Cross-team blindness. Team X owns Service A, Team Y owns Service B, Team Z owns Service C. Nobody sees the full picture. I’ve debugged circles where three teams insisted their service was “just calling one other service”—all pointing fingers in a literal circle.
Detection: Request IDs Are Your Best Friend
The only reliable way to catch circles: distributed tracing with request IDs. In 2025, OpenTelemetry is the standard. Every request gets a unique ID that propagates through all service calls. When Service A sees its own request ID coming back, you’ve found your circle
Better yet, implement runtime checks. If your service sees the same request ID twice, reject it immediately and log it. This saved us from three outages last quarter.
eBPF-based tools can now detect circular calls at the kernel level without code changes. Service meshes like Istio have built-in warnings. Use them.
Breaking the Circle
Circuit breakers are non-negotiable. When Service B starts timing out, your circuit breaker opens and fails fast instead of waiting. This breaks the circle and prevents resource exhaustion. Set aggressive timeouts—2-3 seconds max for inter-service calls.

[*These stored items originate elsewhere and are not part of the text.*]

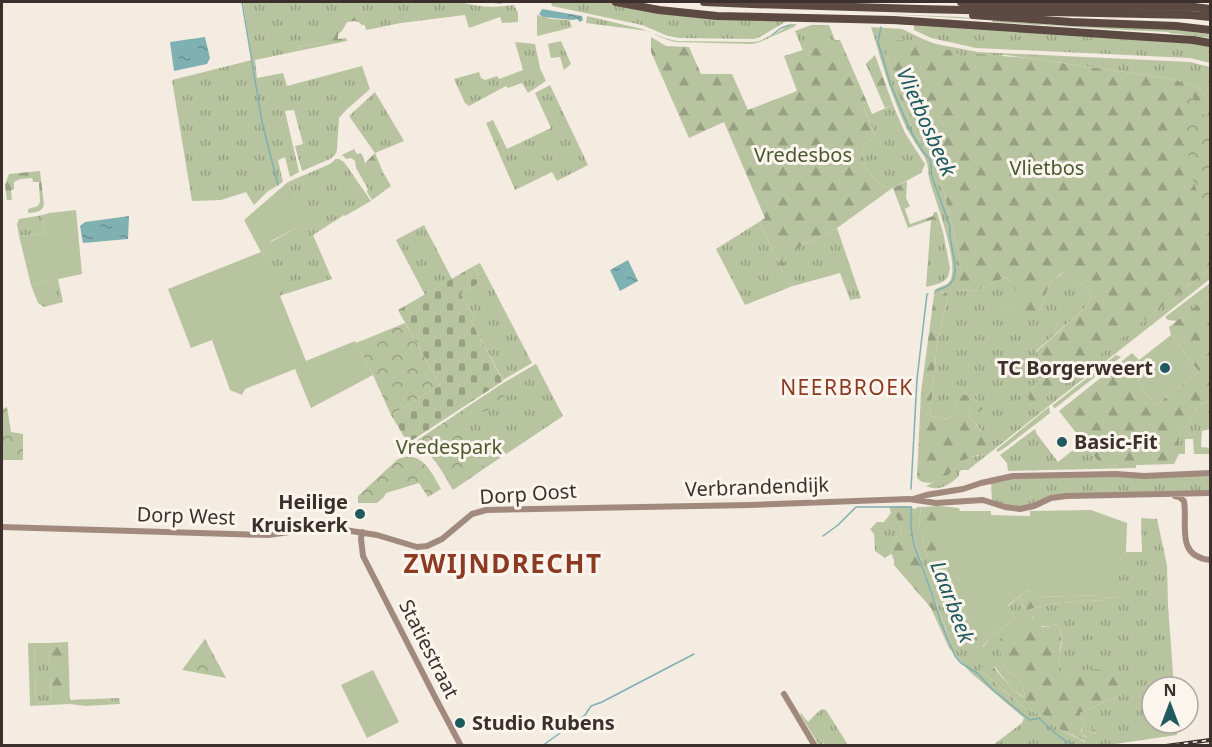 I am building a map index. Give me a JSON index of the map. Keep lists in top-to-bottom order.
{
  "streets": {
    "main road": [
      "Verbrandendijk",
      "Dorp Oost",
      "Dorp West",
      "Statiestraat"
    ]
  },
  "crossings": [
    ["Verbrandendijk", "Dorp Oost"],
    ["Dorp Oost", "Dorp West"],
    ["Dorp Oost", "Statiestraat"],
    ["Dorp West", "Statiestraat"]
  ],
  "districts": ["NEERBROEK", "ZWIJNDRECHT"],
  "water": ["Vlietbosbeek", "Laarbeek"],
  "parks": ["Vredesbos", "Vlietbos", "Vredespark"],
  "places": [
    "TC Borgerweert",
    "Basic-Fit",
    "Heilige Kruiskerk",
    "Studio Rubens"
  ],
  "north": "top"
}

Async breaks everything (in a good way). Instead of Service A waiting for Service B synchronously, drop the request in a queue. Service A’s thread is free immediately. Even if there’s a circle in the async chain, you won’t exhaust resources.
Dependency graph analysis. Tools now use AI to analyze production logs and build actual runtime dependency graphs, not your aspirational architecture. Run these weekly. The circles you find will shock you.

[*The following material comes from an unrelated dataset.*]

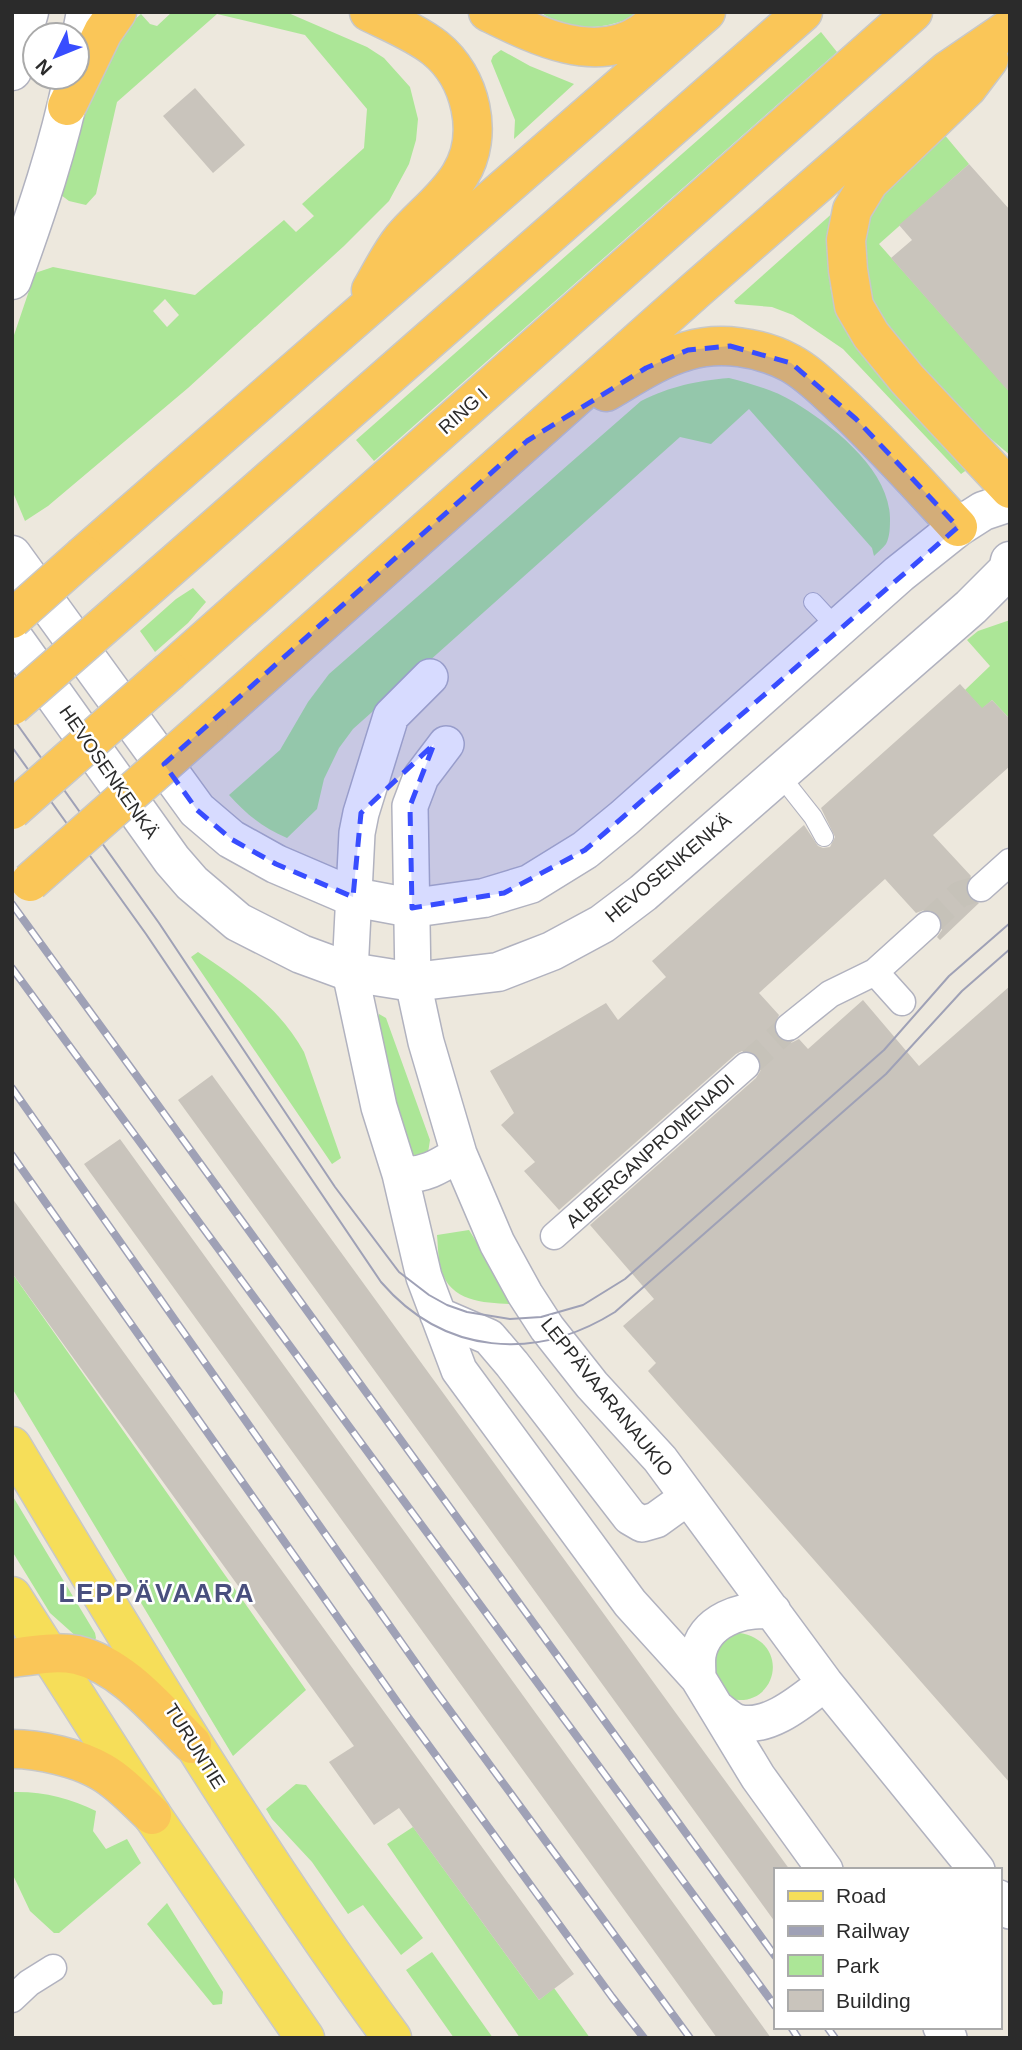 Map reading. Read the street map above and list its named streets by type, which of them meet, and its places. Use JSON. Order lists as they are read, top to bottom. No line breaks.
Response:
{"streets":{"highway":["RING I"],"main road":["HEVOSENKENKÄ","TURUNTIE"],"street":["ALBERGANPROMENADI","LEPPÄVAARANAUKIO"]},"crossings":[["HEVOSENKENKÄ","LEPPÄVAARANAUKIO"]],"districts":["LEPPÄVAARA"],"legend":["Road","Railway","Park","Building"],"north":"bottom left"}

Chaos engineering. Intentionally create circular call patterns in staging with production-level load. If your system survives 10,000 RPS with a circular dependency, you’re probably safe. Probably.
Real-World Battle Scars
AWS’s DynamoDB team discovered a five-hop circular dependency during a 2015 scaling test. It only triggered under specific partition key patterns at scale.
Uber’s dispatch system had a hidden circle: location-service → driver-service → trip-service → location-service. It appeared only when drivers and riders were in the same geohash bucket, making it nearly impossible to reproduce in testing.
Netflix prevents this with their “chaos gorilla” continuously testing for circular dependencies in production. If a circle exists, they find it before you do.
Build This Right Now
Add request ID propagation to every service call today. Use OpenTelemetry—it’s 10 lines of code.
Implement circuit breakers with reasonable timeouts (use Resilience4j for JVM, Polly for .NET, or Opossum for Node.js).
Set up distributed tracing and create alerts for circular request patterns.
Run the demo (see demo.sh) to watch a circular dependency melt down in real-time, then see circuit breakers save the day.
Do a dependency audit next sprint. Map every service call. Use tools like Zipkin or Jaeger to visualize actual traffic patterns.
The circle is already in your system. You just haven’t found it yet. When you do—and you will—you’ll be ready.
Github demo source code : https://github.com/sysdr/sdir/tree/main/circular_dependancy
Run the demo to see thread pool exhaustion happen live. Watch 100 threads disappear in 10 seconds, then see circuit breakers prevent the cascade.




Fantastic breakdown of the hidden threading disaster! The Black Friday example is especially good cause it shows how low-load testing completely misses these failure modes. I ran into something similarwith a service mesh where health checks created the circle, only visible under load. The point about request amplification with retries is brutal; we traced one user action to 43 internal requests once the retry storm started. The cross-team blindness problem really stands out when each team has 'clean' arcitecture docs but nobody maps the runtime callgraph.